Fig 5. Process of data collection.
- Extract, Transform and Load ETL: BI system has one of the most important components which are extract, transform, and load process. It allows manipulating data from various data sources, to reformat and to store the data in a repository.
- Data ingestion: The collected data needs to be transformed from input source to output source.
- Data Storage: The huge volume and velocity of collected data necessitate to store data in a data store that can handle all the collected data.
- Data wrangling: It is the process of mapping raw data to another format which aids the required data to be identified, extracted, cleaned, and integrated. Hence the output data will be a suitable data set for exploration and analysis.
- Business analytics: The business analytics will be able to explore data in preparation for data modeling such as service. It includes tools that produce reports and desired outputs to help managers to make decisions. Through tools that produce reports or desired and needed outputs to figure out the data required. It will be able to explore data and to offer a single version of truth, increase competitive ability and customer satisfaction and facilitate the alignment with business strategy. This level includes tools that help to produce reports, scoreboard and with
Fig 6. Process of ETL.
high data quality. These data have to be precise, subject-oriented, complete, accessible, and time-dependent with respect to security and confidentiality constraints.

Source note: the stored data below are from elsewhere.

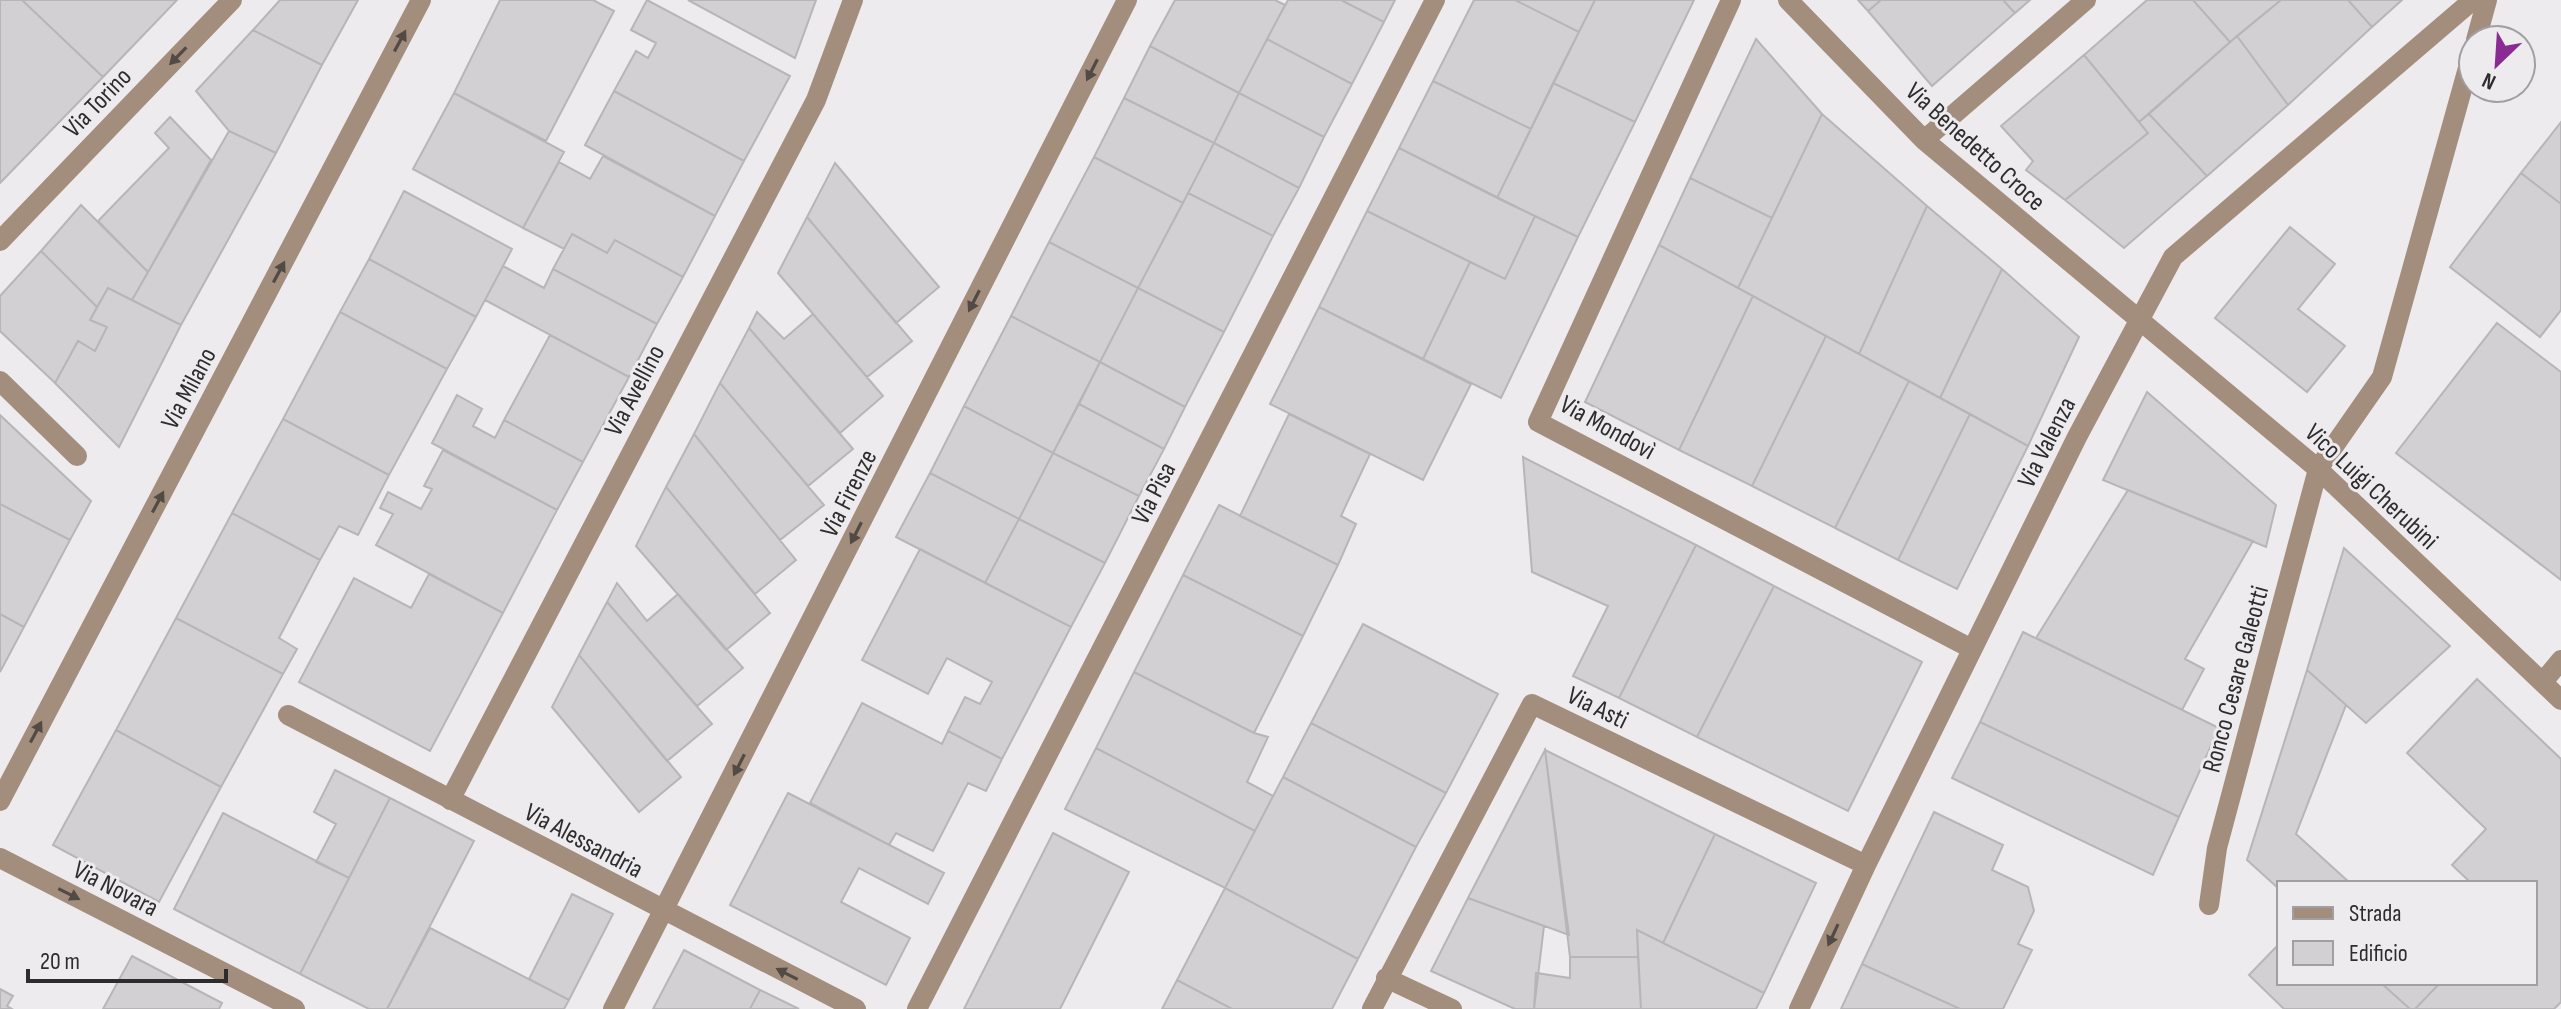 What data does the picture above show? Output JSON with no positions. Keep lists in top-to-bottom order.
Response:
{
  "streets": {
    "street": [
      "Via Torino",
      "Via Benedetto Croce",
      "Via Milano",
      "Via Avellino",
      "Via Mondovì",
      "Via Valenza",
      "Vico Luigi Cherubini",
      "Via Firenze",
      "Via Pisa",
      "Ronco Cesare Galeotti",
      "Via Asti",
      "Via Alessandria",
      "Via Novara"
    ]
  },
  "crossings": [
    ["Via Benedetto Croce", "Via Valenza"],
    ["Via Benedetto Croce", "Vico Luigi Cherubini"],
    ["Via Avellino", "Via Alessandria"],
    ["Via Mondovì", "Via Valenza"],
    ["Via Valenza", "Vico Luigi Cherubini"],
    ["Via Valenza", "Via Asti"],
    ["Vico Luigi Cherubini", "Ronco Cesare Galeotti"],
    ["Via Firenze", "Via Alessandria"]
  ],
  "one_way": [
    "Via Torino",
    "Via Milano",
    "Via Firenze",
    "Via Novara"
  ],
  "legend": ["Strada", "Edificio"],
  "scale_bar": "20 m",
  "north": "bottom left"
}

- Data analysis: This component prepares information, calculate intermediate results, and creates insight from the output of data wrangling.
- Service: It helps to capture the desired data and their relationships, evaluate and create an intelligent data modeling to provide a visual representation of the data.
- Data distribution: It distributes and makes information and analyzes results available to end-user through a conceptual model or an application interface.
Fig 7. Process of data flow from business analytics to service.
During the whole process for data flow, we should take into consideration the following constraints as presented in figure 8:
Fig 8. Architecture of data flow from data sources to services.
- Metadata: It describes the provenance of each data item such as the different data processing, transformation phases, and analysis techniques.
- Data quality: It handles data quality problems in all phases. For example, the quality issues while combining data from various sources and the data quality in data sets need to be enhanced by correcting errors in the data, completing empty attributes, identifying and eliminating noise, and preventing the data store to became a data swamp.
- Privacy and security: It uses all methods and techniques to ensure the privacy of the stored data and prevent data loss while enabling data protection during all steps.